§ **YOUR OBJECTIVE**
For each line below that contains the word "share", make a copy.

++++ INPUT ++++

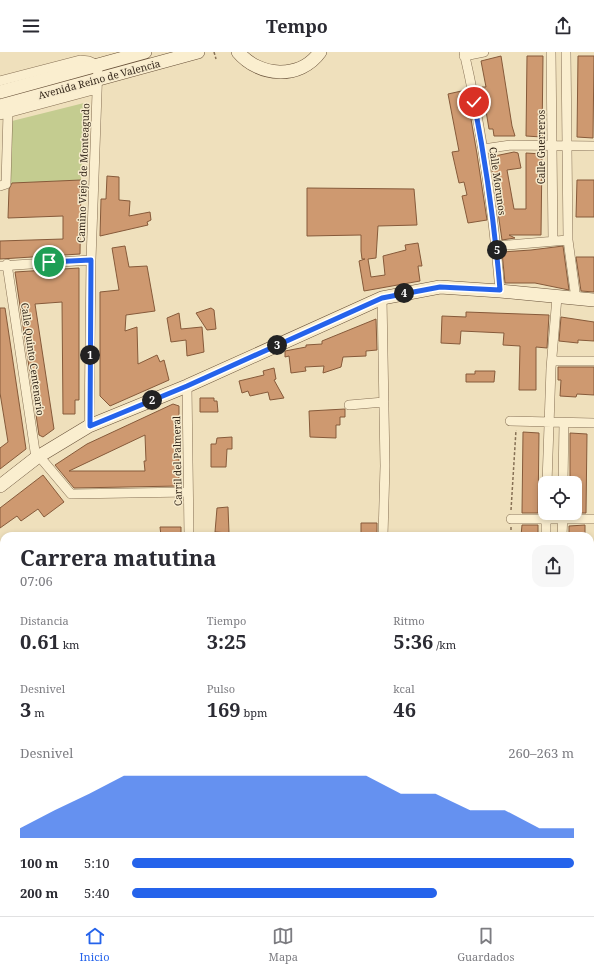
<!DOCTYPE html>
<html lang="es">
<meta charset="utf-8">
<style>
:root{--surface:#fff;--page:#f7f7f7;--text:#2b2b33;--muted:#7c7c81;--line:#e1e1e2;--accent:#2563eb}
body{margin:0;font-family:"Noto Serif",serif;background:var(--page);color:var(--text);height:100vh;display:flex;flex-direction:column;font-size:15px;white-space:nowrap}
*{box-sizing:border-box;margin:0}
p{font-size:13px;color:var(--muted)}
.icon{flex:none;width:22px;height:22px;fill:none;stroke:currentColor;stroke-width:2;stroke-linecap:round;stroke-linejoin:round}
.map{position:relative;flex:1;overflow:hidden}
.details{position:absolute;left:0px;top:480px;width:594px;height:384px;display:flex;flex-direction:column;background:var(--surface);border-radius:12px 12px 0 0;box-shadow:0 2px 6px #0003}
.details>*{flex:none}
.tools{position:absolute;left:538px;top:424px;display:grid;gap:8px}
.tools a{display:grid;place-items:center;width:44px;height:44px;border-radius:8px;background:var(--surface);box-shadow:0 2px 6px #0003;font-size:20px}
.pin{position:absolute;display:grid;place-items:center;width:34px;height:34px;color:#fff;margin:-17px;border:2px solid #fff;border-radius:50%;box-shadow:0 1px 4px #0007}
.km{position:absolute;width:20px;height:20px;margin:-10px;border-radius:50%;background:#222;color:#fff;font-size:11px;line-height:20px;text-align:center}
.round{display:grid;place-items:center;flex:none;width:42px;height:42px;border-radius:12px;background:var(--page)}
.head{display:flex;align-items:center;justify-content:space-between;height:68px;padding:0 20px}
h1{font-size:22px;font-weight:700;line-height:30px}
.figures{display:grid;grid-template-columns:repeat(3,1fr);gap:6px;height:68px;padding:4px 20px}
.figures div{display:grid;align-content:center}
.figures b{font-size:20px;font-weight:700}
.figures small{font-size:11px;font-weight:400}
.figures p{font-size:11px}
.chart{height:112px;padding:8px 20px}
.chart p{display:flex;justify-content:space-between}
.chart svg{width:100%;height:72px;margin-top:4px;fill:var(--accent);opacity:.7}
ul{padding:0 20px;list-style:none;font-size:13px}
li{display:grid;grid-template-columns:64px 48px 1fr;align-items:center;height:30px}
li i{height:10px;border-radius:5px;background:var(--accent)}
header{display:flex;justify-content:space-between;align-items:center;height:52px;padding:0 20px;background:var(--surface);font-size:18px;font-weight:700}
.tabs{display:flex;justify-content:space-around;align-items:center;height:56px;border-top:1px solid var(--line);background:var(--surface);font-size:11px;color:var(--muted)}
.tabs a{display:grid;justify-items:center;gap:2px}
.tabs .current{color:var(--accent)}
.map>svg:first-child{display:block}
.green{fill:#c4cc90}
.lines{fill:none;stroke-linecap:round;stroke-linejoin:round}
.stream{stroke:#688d84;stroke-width:2.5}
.building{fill:#ce9970;stroke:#865a3a;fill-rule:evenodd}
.street-casing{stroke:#867055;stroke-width:10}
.secondary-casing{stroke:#685139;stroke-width:14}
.path{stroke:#867055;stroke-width:1.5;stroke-dasharray:3 2;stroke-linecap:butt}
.street{stroke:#faeecf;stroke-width:9}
.secondary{stroke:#faeecf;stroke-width:13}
.route-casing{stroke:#fff;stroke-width:8}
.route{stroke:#2563eb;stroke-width:5}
.labels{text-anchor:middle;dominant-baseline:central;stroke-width:3;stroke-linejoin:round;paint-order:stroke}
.street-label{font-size:10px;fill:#35281b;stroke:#f6eacc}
</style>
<header><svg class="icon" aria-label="menu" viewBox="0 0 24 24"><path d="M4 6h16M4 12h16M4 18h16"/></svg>Tempo<svg class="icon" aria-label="share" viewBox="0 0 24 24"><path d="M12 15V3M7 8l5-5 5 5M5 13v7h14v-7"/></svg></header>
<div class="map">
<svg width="594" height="864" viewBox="0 0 594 864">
<rect width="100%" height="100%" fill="#efe0bc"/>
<!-- green -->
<path class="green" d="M84,51L81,128L9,132L8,70Z
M590,789H594V839H590Z"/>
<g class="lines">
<!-- stream -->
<path class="stream" d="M0,822H4"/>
</g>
<!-- building -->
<path class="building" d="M501,4L512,74L515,84H494L493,77H489L482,35H486L481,9Z
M527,4H543L542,85L526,84Z
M578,4H594L593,86L577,85Z
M466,38L477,102L487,168L468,171L462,144L467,143L464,130L459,131L452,100L459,99L448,42Z
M514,100L518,101L521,116L507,118L514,157H526V101L542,102L541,183H509L515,186L502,188L490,105Z
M107,124L119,125V148L130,149L129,164L150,160L151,168L147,170L148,173L100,184L101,147H106Z
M81,128L80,202L0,207V189L63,187V164L8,166L9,137L12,131Z
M577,128H594V165H576Z
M307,136L414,137L417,173L378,174L376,206L368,207L371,225L385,223L383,204L406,198L405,193L418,191L422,214H418L420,229L364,239L359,209L365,207H362L361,199V183L307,184Z
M125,194L129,215L147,214L155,259L126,263L125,279L137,275L138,312L157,303L160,310L164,308L169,328L110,354L100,344V240L119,238L112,196Z
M563,194L569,238L535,231H505L502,200L531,198Z
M576,205H594V240L581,239Z
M79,216V348H75V362H63L62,250L35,252L54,377L43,385L39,383L15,220Z
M0,256H5L26,397L0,417V396L8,390L0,341Z
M211,256L214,258L216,277L207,278L196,261Z
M466,260L549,263L547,296L536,295V338H519L520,294L503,293L504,281L461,279L460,292L441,291L442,264L466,265Z
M179,261L181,277L202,275L204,300L187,304L186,288L171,290L167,266Z
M561,265L594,270V289L578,288V291L559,289Z
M376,267L377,298L366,299V304L343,305L341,315L323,321L324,314L305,315L306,319L291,321L289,304L285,305V299L306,295V293L322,292V289Z
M558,315H594V343L577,342L576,345L560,344L561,328H558Z
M274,316L276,327L274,328L284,346L270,348L268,340L250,344L248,339L242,341L239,329L264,323L263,319Z
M475,319H495L494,330H466V322H475Z
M200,346H214V349H217L218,360H200Z
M173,352L179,354V434L74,436L55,413L87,392ZM145,383L146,409H144L145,419H69Z
M345,357V365H340V373H336V386L310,385L309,359Z
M523,380L539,381L538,461H522Z
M570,381L587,382L586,461H575V431H570Z
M232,385V397H227L226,415H211V392H216L217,386Z
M43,423L64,450L44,465L38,457L21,469L17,464L0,476V456Z
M228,455L229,481L215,480L217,456Z
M361,471H377V484H361Z
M522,473H538V484H521Z
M585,473V484H569V474Z
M160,475H181V484H161Z"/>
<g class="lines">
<!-- street casing -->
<g class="street-casing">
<path id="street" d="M464,0C482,78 493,158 500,239
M551,0L553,189
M566,0L568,188
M464,4L484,0
M0,29L80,8L89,9L98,13L91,208L89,374
M0,63L97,37
M483,97L511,93L594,94
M0,134L6,132L8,61
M496,194L568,188L576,247
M7,212L36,406
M0,214L91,208
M382,246L385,414L383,484
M553,309H594
M187,334L189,484
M349,353L384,350
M510,369L594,371
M39,404L71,442L188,440
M547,431L551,316L557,245
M563,431L564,371
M511,467H594
M546,484V462
M562,484L563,461
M590,583H594
M590,644H594
M590,675H594
M590,780H594
M590,848L594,849
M190,864V860
M540,864L541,860"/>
</g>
<!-- secondary casing -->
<g class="secondary-casing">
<path id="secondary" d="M238,0C259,25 300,28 320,0
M0,40L145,0
M0,54L198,0
M0,434L36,406L89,374L187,334L382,246L440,235L500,239L594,248
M590,652L594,653
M590,666H594
M0,761L4,760
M0,774L4,773"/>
</g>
<!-- path -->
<path class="path" d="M214,0L216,7
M511,458L516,378
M511,475V484
M590,798H594
M590,831H594"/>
<!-- street -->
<use href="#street" class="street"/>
<!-- secondary -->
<use href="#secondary" class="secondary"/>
</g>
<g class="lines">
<!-- route casing -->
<g class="route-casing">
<path id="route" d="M49,210L91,208L90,374L187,334L382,246L440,235L500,238C495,175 486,113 474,50"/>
</g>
<!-- route -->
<use href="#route" class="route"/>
</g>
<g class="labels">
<!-- street labels -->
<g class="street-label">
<text transform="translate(99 27) rotate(-15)">Avenida Reino de Valencia</text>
<text transform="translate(541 95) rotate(-90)">Calle Guerreros</text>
<text transform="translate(83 121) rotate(-88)">Camino Viejo de Monteagudo</text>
<text transform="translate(498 129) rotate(82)">Calle Morunos</text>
<text transform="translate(33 307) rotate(82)">Calle Quinto Centenario</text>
<text transform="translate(177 409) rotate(-91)">Carril del Palmeral</text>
</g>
</g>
</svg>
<div class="tools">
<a><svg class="icon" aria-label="locate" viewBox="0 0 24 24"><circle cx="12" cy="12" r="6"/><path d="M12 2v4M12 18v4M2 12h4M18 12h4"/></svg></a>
</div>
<div class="pin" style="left:49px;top:210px;background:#1e9e55"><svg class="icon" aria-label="arrive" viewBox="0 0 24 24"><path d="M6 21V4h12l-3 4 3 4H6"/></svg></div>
<div class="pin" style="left:474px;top:50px;background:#d93025"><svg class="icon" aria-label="check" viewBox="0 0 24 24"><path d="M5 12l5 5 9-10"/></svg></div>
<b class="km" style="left:90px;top:303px">1</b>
<b class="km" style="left:152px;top:348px">2</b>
<b class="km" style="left:277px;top:293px">3</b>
<b class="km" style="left:404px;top:241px">4</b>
<b class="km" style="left:497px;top:198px">5</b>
<section class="details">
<div class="head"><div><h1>Carrera matutina</h1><p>07:06</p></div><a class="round"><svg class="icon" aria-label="share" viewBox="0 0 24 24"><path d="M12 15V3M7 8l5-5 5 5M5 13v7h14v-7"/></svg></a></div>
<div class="figures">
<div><p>Distancia</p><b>0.61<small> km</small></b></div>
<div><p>Tiempo</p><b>3:25</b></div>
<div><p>Ritmo</p><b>5:36<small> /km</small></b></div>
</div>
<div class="figures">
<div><p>Desnivel</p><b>3<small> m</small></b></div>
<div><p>Pulso</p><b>169<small> bpm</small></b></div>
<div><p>kcal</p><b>46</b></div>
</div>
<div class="chart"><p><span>Desnivel</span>260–263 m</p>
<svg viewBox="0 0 160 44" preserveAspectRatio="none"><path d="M0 44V38L10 27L20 17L30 6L40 6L50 6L60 6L70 6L80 6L90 6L100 6L110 17L120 17L130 27L140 27L150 38L160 38V44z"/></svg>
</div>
<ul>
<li><b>100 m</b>5:10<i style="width:100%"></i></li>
<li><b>200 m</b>5:40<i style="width:69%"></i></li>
</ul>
</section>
</div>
<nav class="tabs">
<a class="current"><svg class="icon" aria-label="home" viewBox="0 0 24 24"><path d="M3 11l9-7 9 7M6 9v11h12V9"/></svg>Inicio</a>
<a><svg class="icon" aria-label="map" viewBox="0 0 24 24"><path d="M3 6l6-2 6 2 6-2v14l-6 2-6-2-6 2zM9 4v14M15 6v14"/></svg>Mapa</a>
<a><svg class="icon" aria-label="saved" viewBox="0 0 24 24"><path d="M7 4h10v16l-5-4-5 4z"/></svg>Guardados</a>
</nav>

++++

§ **EXERCISE OUTPUT**
<header><svg class="icon" aria-label="menu" viewBox="0 0 24 24"><path d="M4 6h16M4 12h16M4 18h16"/></svg>Tempo<svg class="icon" aria-label="share" viewBox="0 0 24 24"><path d="M12 15V3M7 8l5-5 5 5M5 13v7h14v-7"/></svg></header>
<div class="head"><div><h1>Carrera matutina</h1><p>07:06</p></div><a class="round"><svg class="icon" aria-label="share" viewBox="0 0 24 24"><path d="M12 15V3M7 8l5-5 5 5M5 13v7h14v-7"/></svg></a></div>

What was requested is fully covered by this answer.